There is growing awareness among policymakers and the public about the interlinkages between the environment and health. Twenty years ago, UNECE and the World Health Organization Regional Office for Europe (WHO/Europe) member States established the Transport, Health and Environment Pan-European Programme (THE PEP) – a unique intersectoral and intergovernmental policy framework to promote mobility and transport strategies that integrate environmental and health concerns. The secretariat of the Programme is jointly provided by UNECE and WHO/Europe. At the Fifth High-level Meeting on Transport, Health and Environment last year, member States agreed on the Vienna Declaration and its vision of “clean, safe, healthy and inclusive mobility and transport for happiness and prosperity for all”. Health and environment are considered as equal components that need to be promoted in transport and mobility habits.

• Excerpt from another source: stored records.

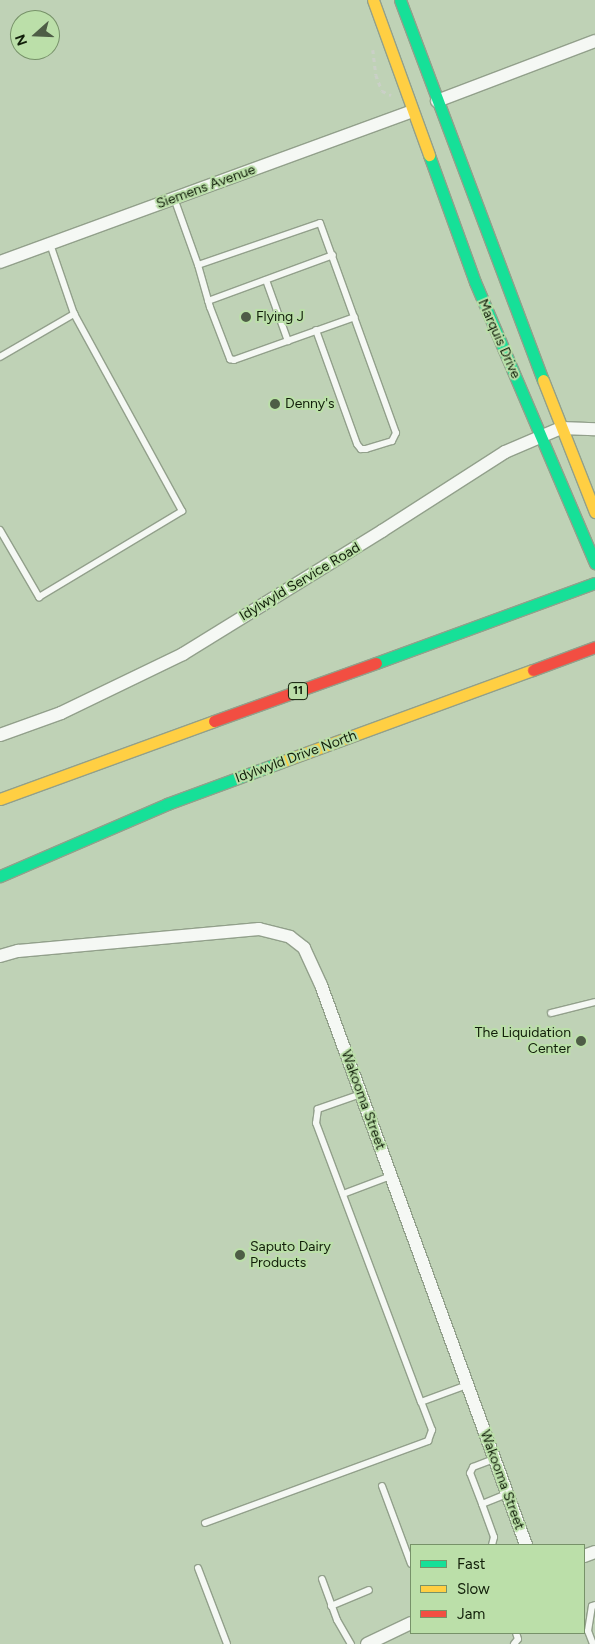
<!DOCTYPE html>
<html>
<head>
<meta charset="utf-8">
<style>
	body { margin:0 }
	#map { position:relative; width:595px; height:1644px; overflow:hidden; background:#bfd2b6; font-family:Figtree,sans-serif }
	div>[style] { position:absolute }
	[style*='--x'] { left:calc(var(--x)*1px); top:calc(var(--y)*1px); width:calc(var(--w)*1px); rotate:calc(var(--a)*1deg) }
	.path>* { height:2.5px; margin-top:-1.25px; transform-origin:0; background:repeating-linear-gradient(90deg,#cad0c7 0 4px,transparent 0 8px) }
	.roads { filter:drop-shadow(1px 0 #92a08b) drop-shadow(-1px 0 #92a08b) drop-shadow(0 1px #92a08b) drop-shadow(0 -1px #92a08b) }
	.lane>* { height:6px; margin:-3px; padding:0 3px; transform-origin:3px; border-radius:3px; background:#f5f8f4 }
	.street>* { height:12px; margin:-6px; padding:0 6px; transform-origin:6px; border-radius:6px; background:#f5f8f4 }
	.fast>* { height:11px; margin:-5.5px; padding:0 5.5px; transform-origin:5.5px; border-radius:5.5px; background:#16e098 }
	.slow>* { height:11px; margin:-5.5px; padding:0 5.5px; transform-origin:5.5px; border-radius:5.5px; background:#ffcf43 }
	.jam>* { height:11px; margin:-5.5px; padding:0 5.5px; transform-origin:5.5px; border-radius:5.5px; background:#f24e42 }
	.dots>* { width:14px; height:14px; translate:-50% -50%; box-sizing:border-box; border:2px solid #bbdfa9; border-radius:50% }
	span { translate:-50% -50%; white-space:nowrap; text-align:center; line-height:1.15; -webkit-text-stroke:4px #bbdfa9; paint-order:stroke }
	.shield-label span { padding:1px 4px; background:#bbdfa9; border:1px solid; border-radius:4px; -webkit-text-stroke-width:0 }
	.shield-label { font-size:12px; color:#111e09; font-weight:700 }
	.street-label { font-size:14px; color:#111e09 }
	.poi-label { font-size:14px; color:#111e09 }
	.left { translate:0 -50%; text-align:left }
	.right { translate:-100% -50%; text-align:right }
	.legend { position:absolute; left:410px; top:1544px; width:175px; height:90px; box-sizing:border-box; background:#bbdfa9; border:1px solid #779269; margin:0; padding:6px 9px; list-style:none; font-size:15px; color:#111e09 }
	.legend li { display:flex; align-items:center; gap:10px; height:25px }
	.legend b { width:25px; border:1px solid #779269 }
	.north { position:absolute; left:10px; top:10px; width:50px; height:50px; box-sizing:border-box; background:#bbdfa9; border:1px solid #779269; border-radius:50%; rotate:250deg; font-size:14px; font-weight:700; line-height:20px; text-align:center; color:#111e09 }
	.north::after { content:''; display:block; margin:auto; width:18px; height:22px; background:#4e5d46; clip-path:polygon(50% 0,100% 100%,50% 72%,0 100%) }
</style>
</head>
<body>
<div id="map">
	<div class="path">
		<i style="--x:373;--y:50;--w:25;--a:83"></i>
		<i style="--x:376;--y:75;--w:17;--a:69"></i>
		<i style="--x:382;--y:91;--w:10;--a:24"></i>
	</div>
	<div class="roads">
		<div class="lane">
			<i style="--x:174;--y:198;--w:71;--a:70.3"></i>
			<i style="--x:198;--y:265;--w:129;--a:-19"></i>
			<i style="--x:320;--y:223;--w:223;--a:70.1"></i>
			<i style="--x:396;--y:433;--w:9;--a:117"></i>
			<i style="--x:392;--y:441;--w:27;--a:163"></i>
			<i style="--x:366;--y:449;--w:5;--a:180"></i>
			<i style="--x:361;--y:449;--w:6;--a:-129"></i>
			<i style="--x:357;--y:444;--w:121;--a:-109.8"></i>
			<i style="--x:198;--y:265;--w:44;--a:74.1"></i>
			<i style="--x:210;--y:307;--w:56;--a:69"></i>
			<i style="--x:230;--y:359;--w:4;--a:14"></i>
			<i style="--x:234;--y:360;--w:128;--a:-19.6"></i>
			<i style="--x:266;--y:280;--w:65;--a:70.2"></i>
			<i style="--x:208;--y:301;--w:133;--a:-20.2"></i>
			<i style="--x:0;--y:357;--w:86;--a:-30.2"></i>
			<i style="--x:0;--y:530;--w:78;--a:59.8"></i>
			<i style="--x:39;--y:597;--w:167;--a:-31"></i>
			<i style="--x:182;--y:511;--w:225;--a:-118.7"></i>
			<i style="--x:74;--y:314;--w:74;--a:-108.9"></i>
			<i style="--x:551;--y:1013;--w:45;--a:-14"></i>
			<i style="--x:361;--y:1094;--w:46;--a:160.8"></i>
			<i style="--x:318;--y:1109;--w:14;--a:98"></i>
			<i style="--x:316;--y:1123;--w:298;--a:69.4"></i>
			<i style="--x:421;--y:1402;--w:49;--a:-20.3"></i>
			<i style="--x:343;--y:1194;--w:51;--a:-20.6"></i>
			<i style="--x:382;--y:1486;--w:83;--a:69.6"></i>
			<i style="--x:482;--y:1504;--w:33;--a:-111"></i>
			<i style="--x:470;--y:1473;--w:7;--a:-63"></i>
			<i style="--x:473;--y:1467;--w:22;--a:-21"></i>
			<i style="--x:205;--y:1523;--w:238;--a:-20.2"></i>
			<i style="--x:428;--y:1441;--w:12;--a:-70"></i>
			<i style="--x:432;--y:1430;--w:30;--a:-111"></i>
			<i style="--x:492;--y:1545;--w:8;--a:-76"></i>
			<i style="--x:494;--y:1537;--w:35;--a:-110"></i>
			<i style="--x:482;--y:1504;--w:27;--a:-22"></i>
			<i style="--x:198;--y:1568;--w:81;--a:69.1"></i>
			<i style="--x:322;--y:1579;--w:44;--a:69.9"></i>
			<i style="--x:337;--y:1620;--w:28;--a:60"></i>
			<i style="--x:331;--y:1606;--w:41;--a:-22.8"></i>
			<i style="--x:514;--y:1644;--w:6;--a:-51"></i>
			<i style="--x:518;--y:1639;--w:6;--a:-108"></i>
			<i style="--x:593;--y:1644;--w:14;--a:-111"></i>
			<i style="--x:588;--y:1631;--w:25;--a:-81"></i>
			<i style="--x:592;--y:1606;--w:3;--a:-18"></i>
		</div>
		<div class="street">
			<i style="--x:437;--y:101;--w:169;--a:-20.8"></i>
			<i style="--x:0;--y:262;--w:439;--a:-20.1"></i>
			<i style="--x:0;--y:735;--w:65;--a:-19.8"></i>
			<i style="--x:61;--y:713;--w:136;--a:-25.8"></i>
			<i style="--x:183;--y:654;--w:234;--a:-31.7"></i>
			<i style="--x:382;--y:531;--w:146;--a:-32.7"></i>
			<i style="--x:505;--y:452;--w:61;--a:-23.2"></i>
			<i style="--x:561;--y:428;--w:34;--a:2"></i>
			<i style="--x:0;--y:956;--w:19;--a:-16"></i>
			<i style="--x:18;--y:951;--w:242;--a:-5.2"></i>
			<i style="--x:259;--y:929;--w:32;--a:14"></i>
			<i style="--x:290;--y:937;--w:18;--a:38"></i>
			<i style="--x:304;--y:948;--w:41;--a:65.3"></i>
			<i style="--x:321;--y:985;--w:596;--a:69.89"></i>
			<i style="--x:584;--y:1556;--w:12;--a:-20"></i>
			<i style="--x:367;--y:1644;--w:49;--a:-25.5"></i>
		</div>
		<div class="fast">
			<i style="--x:400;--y:0;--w:406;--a:69.4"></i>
			<i style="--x:429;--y:155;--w:135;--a:70.1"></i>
			<i style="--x:475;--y:282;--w:306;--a:66.9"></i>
			<i style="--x:376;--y:663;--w:233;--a:-20.1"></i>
			<i style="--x:0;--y:876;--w:182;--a:-23.3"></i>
			<i style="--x:167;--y:804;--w:121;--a:-20.2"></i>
		</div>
		<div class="slow">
			<i style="--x:373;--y:0;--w:165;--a:70.1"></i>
			<i style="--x:543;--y:380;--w:142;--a:68.5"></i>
			<i style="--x:281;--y:762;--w:268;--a:-20.1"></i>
			<i style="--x:0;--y:799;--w:228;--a:-20"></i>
		</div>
		<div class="jam">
			<i style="--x:533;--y:670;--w:66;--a:-20.4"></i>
			<i style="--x:214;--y:721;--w:172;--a:-19.7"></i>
		</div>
	</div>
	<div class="dots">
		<i style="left:246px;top:317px;background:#4e5d46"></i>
		<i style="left:275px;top:404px;background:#4e5d46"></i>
		<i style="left:581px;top:1041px;background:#4e5d46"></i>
		<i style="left:240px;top:1255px;background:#4e5d46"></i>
	</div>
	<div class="shield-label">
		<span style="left:298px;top:691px">11</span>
	</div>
	<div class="street-label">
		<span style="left:206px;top:187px;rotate:-20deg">Siemens Avenue</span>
		<span style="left:499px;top:339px;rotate:66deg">Marquis Drive</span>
		<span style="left:300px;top:582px;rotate:-31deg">Idylwyld Service Road</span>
		<span style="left:296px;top:757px;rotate:-20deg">Idylwyld Drive North</span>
		<span style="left:363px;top:1100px;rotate:70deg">Wakooma Street</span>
		<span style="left:502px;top:1480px;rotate:70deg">Wakooma Street</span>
	</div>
	<div class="poi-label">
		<span class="left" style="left:256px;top:317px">Flying J</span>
		<span class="left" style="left:285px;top:404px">Denny's</span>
		<span class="right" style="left:571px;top:1041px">The Liquidation<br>Center</span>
		<span class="left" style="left:250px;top:1255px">Saputo Dairy<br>Products</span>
	</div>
	<ul class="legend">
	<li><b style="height:6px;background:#16e098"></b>Fast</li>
	<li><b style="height:6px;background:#ffcf43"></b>Slow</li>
	<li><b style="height:6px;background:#f24e42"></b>Jam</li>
	</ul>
	<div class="north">N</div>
</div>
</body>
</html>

Furthermore, member States under THE PEP have recognized the new challenges that the COVID-19 pandemic has created in transport, adopting Recommendations on Green and Healthy Sustainable Transport in our post-pandemic mobility. UNECE is also actively participating in the European Environment and Health Process, in which THE PEP and the Protocol on Water and Health play an important role.
The current COVID-19 crisis has also clearly demonstrated our dependence on the water sector for sanitation and hygiene as a key to prevent and fight infectious diseases. Undoubtedly, we need to take time, reflect and draw lessons from the current situation to reduce risks and build our resilience for future crises. Strict adherence to the guiding principle of Integrated Water Resource Management and Multilateral Environmental Agreements (MEA), including the Water Convention will be key to achieving this, guided by the ambitions of the Sustainable Development Goals. The UNECE- WHO/Europe Protocol on Water and Health can serve as a unique framework to advance action on water, sanitation and hygiene, including by setting targets tailored to the needs and priorities of the pandemic response, which can be linked to preparedness, response and recovery programmes.
Countries can also make use of the Protocol tools to ensure equitable access to water and sanitation for the most vulnerable and marginalized communities, that were hit hardest by the pandemic. Adopting progressive, scientifically based water sanitation and health targets, along with their realistic implementation plans and attached funding, should be an immediate priority for all countries. Equitable access to WASH should be ensured to all populations, including most vulnerable and marginalised groups. Although we still have a long way to go to uphold the basic human right to water and sanitation for all, we know that action under the Protocol can deliver results: 19 million people in the Pan-European region gained access to a basic drinking water source following its entry into force.
These are just a few examples of the value of working together through an integrated approach to safeguarding our health and the environment. You can count on UNECE’s support for our strengthened efforts moving forward. “We have no planet B” has become a common call for action to protect our climate and the environment. We need to act, because our health depends on it! This is my message on today’s World Health Day.